核心概念
本稿では、ボソンサンプリング検証において、サンプル空間の充填挙動を分析することで、真のボソンサンプリングと古典的なシミュレーションを区別できる新しい手法を提案している。
要約
本稿は、量子コンピューティングにおけるボソンサンプリングの検証問題に関する研究論文である。
研究目的
- 量子計算上の優位性を実証する上で重要な課題である、ボソンサンプリングの検証において、真のボソンサンプリングと古典的なシミュレーションを区別する、効率的かつ効果的な新しいプロトコルを開発すること。
手法
- ボソンサンプリング後のサンプル空間におけるデータ点間の距離に基づいて、データ点をノード、データ点間の関係性をエッジとした「波動関数ネットワーク(WFN)」を構築する。

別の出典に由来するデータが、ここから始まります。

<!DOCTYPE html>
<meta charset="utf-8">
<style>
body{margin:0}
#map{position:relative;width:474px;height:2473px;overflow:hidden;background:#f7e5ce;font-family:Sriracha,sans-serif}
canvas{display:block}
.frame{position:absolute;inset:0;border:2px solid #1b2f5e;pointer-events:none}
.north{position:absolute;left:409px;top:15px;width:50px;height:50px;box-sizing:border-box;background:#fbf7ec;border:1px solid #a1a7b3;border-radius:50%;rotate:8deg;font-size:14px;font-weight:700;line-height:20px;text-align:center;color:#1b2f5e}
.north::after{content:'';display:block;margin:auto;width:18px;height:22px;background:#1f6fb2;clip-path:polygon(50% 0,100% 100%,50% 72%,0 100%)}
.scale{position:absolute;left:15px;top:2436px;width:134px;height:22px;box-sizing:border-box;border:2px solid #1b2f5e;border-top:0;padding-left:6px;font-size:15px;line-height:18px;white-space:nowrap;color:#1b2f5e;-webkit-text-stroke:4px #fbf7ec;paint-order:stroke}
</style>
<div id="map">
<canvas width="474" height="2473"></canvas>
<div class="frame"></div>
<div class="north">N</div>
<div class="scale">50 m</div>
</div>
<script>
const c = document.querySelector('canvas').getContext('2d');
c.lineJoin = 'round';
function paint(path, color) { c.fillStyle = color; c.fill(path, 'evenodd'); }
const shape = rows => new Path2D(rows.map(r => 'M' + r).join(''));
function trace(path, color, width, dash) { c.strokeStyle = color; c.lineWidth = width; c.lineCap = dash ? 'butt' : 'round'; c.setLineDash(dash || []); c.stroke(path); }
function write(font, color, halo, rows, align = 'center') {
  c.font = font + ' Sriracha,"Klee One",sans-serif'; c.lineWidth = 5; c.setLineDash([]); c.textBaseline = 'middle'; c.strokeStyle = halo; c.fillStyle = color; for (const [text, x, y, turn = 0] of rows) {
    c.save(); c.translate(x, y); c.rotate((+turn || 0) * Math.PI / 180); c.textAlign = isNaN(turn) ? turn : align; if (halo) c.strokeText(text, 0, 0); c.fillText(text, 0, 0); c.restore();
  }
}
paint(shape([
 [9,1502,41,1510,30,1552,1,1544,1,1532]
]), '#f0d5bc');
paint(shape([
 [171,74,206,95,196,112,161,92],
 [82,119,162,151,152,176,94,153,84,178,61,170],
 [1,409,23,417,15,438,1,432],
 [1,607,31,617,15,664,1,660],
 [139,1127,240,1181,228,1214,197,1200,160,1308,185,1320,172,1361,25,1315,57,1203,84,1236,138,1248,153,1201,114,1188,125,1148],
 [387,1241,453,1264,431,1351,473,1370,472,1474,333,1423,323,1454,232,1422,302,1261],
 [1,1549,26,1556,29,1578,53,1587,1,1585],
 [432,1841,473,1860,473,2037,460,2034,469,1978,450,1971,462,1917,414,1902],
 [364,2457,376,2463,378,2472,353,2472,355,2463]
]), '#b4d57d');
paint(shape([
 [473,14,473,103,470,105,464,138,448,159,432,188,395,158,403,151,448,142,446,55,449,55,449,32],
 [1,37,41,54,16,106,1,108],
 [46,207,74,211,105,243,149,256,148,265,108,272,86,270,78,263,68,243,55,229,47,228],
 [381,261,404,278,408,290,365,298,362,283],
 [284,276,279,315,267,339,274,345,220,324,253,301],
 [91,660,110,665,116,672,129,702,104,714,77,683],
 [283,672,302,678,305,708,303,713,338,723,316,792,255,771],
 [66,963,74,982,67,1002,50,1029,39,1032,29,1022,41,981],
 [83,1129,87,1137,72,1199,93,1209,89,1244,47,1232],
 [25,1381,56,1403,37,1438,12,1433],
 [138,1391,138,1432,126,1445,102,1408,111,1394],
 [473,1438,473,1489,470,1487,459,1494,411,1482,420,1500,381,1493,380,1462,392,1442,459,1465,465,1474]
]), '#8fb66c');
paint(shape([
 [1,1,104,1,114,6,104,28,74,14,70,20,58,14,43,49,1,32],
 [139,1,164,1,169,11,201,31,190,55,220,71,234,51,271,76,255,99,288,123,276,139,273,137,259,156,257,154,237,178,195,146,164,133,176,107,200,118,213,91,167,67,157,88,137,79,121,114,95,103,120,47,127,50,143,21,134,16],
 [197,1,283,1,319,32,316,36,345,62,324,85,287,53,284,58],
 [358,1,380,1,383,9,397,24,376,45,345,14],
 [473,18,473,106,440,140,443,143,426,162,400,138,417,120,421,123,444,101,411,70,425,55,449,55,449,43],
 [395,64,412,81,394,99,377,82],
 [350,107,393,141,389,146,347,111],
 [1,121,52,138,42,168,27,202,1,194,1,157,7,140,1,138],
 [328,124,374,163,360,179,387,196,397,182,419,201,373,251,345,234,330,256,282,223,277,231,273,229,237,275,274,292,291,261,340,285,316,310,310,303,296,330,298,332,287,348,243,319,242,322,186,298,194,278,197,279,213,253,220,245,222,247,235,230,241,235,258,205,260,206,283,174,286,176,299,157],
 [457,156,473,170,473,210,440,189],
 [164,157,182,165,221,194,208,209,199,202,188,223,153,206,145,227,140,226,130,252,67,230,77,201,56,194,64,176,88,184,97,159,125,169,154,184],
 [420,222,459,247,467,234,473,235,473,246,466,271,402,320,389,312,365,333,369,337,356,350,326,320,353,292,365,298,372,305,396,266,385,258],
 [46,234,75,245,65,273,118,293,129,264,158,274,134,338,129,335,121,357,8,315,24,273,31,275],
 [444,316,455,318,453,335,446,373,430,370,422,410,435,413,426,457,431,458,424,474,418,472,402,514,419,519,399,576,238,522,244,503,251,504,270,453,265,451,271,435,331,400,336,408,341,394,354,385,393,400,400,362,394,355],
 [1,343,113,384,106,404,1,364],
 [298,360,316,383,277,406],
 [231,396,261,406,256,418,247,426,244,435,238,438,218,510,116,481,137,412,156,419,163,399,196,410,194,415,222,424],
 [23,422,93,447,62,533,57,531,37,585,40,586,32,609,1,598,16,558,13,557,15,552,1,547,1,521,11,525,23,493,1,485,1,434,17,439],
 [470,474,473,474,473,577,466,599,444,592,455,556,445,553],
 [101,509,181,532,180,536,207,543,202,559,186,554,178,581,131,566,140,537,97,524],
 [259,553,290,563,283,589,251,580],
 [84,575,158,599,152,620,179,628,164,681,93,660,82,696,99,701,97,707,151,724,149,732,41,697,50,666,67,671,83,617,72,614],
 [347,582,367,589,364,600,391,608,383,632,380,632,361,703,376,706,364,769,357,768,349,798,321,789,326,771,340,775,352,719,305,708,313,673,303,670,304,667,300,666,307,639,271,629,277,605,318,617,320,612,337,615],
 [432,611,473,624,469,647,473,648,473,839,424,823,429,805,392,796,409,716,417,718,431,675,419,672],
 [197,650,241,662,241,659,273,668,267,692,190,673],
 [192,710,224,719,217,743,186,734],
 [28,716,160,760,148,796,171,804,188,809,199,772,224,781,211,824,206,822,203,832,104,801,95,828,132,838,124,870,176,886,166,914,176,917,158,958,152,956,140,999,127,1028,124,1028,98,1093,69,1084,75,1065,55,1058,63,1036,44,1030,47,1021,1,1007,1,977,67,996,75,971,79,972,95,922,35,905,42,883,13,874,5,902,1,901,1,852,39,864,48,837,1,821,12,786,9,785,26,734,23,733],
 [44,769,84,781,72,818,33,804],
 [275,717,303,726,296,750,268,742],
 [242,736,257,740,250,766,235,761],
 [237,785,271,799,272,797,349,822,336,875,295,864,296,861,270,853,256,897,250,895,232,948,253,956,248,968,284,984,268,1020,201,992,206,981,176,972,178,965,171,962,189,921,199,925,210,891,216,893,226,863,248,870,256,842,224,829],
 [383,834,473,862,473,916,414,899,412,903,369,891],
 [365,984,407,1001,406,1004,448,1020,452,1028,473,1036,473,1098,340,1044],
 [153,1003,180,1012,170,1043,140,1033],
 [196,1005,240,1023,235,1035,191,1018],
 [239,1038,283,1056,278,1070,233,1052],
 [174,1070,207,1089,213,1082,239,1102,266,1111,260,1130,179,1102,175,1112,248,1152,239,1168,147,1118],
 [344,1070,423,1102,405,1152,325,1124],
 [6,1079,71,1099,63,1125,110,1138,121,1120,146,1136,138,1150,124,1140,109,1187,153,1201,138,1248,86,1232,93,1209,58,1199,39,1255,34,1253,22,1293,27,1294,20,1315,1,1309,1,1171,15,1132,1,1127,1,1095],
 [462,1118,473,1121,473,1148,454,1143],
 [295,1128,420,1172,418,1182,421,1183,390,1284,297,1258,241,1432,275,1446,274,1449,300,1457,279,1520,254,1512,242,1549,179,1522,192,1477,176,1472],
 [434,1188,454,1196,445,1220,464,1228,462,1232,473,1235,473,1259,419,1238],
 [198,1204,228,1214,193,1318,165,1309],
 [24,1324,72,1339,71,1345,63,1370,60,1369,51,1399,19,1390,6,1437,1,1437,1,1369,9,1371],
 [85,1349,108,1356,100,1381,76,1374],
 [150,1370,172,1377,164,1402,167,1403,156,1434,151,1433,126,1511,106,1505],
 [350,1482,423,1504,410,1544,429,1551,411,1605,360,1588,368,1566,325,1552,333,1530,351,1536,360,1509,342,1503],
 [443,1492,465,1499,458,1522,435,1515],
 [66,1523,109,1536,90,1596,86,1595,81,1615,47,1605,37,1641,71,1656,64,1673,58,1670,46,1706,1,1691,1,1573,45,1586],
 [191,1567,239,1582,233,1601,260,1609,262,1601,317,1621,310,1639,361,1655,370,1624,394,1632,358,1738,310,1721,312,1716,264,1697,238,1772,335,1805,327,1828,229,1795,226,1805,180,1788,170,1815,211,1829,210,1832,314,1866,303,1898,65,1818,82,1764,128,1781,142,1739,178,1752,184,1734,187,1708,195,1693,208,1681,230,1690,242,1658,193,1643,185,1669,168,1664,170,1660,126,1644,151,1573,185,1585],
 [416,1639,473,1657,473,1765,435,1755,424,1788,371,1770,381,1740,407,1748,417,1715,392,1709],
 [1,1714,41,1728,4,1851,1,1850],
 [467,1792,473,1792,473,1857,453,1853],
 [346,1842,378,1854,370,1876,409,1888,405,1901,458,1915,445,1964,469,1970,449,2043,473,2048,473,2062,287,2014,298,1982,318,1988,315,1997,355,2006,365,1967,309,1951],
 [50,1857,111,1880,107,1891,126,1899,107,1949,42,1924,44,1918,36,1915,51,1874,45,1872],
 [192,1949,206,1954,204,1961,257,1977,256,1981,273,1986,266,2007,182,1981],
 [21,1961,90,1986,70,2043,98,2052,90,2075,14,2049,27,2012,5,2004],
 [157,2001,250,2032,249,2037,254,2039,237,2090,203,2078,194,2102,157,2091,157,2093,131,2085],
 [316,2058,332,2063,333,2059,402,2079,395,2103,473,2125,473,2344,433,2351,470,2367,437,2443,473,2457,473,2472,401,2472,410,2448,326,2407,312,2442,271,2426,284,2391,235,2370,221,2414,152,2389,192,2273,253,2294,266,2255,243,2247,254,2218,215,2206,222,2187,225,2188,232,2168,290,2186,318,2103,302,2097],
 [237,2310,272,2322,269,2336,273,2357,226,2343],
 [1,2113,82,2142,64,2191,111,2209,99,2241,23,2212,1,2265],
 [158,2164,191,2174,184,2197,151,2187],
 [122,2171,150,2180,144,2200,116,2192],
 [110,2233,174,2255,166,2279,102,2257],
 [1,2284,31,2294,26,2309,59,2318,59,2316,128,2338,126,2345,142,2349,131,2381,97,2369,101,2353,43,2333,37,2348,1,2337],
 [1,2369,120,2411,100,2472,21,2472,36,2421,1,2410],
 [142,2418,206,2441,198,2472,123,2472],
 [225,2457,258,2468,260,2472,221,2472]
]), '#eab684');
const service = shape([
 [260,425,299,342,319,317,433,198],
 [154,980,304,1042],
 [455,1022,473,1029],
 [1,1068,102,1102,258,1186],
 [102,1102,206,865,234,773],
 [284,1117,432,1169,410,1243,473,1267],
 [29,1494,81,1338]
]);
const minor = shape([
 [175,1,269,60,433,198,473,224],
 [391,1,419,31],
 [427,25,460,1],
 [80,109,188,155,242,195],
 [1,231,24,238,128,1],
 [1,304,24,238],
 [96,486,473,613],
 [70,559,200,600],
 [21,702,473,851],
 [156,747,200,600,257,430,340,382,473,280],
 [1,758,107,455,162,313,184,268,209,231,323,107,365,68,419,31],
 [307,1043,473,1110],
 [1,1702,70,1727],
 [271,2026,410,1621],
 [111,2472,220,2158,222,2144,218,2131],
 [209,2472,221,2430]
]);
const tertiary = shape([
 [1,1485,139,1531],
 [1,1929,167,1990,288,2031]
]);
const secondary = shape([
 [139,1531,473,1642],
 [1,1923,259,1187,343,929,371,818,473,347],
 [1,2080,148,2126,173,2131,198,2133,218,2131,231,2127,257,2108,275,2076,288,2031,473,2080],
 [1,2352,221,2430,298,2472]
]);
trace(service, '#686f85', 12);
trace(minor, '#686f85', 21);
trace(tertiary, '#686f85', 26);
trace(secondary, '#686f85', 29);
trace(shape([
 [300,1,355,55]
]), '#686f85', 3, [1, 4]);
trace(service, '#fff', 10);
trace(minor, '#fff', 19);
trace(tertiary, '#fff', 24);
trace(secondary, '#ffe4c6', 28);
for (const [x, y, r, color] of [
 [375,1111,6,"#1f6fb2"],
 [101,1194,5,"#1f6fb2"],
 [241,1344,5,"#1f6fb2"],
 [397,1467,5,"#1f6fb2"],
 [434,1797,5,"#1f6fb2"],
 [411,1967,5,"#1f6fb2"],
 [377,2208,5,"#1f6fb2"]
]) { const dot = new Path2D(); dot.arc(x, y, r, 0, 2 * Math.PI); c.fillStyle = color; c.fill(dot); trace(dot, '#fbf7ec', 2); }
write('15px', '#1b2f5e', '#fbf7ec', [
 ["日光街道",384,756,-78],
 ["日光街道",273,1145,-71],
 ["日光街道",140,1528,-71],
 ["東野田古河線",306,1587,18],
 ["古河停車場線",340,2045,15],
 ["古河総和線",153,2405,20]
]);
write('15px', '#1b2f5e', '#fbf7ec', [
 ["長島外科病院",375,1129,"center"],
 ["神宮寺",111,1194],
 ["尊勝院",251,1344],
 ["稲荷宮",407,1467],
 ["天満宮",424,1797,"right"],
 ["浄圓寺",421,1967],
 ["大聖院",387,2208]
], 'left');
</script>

- 収集したサンプル数に対するWFNの次数分布の平均値⟨μ⟩と標準偏差⟨σ⟩の依存性を分析する。
- ⟨μ⟩と⟨σ⟩のサンプル数依存性をフィッティングするパラメータを用いて、真のボソンサンプリングと古典的なシミュレーションを区別する。
主な結果
- サンプル空間の充填に伴うWFNの進化を分析することで、真のボソンサンプリングと、均一分布、区別可能な粒子サンプリング、平均場サンプリングといった古典的なシミュレーションを区別できることが示された。
- 提案手法は、最大20個の光子を400モードの干渉計に注入するシステムに対して有効であることが確認された。
結論
- 本研究で提案されたサンプル空間充填分析に基づく検証プロトコルは、ボソンサンプリング検証において有効な手段となりうる。
- 本手法は、計算量が少なく、必要なサンプル数も少ないため、大規模なボソンサンプリング実験の検証にも適用可能である。
意義
- 本研究は、ボソンサンプリング検証のための新しいアプローチを提供し、量子計算上の優位性の実証に向けた重要な一歩となる。
- WFNを用いたサンプル空間分析は、他の量子状態の検証にも応用できる可能性がある。
限界と今後の研究
- 本研究では、固定された干渉計行列を用いたシミュレーションデータを使用しており、未知の干渉計行列を用いた場合の検証精度については更なる検討が必要である。
- より多くのサンプル数や異なるシステムサイズを用いた検証、また、平均場サンプリングなどの他の古典的シミュレーションとの比較検討も必要である。
統計
5個の光子を25モードの干渉計に注入するシステムでは、118,755通りの可能な結果が存在する。
20個の光子を400モードの干渉計に注入するシステムに対して、最大18,000個のサンプルを用いて検証を行った。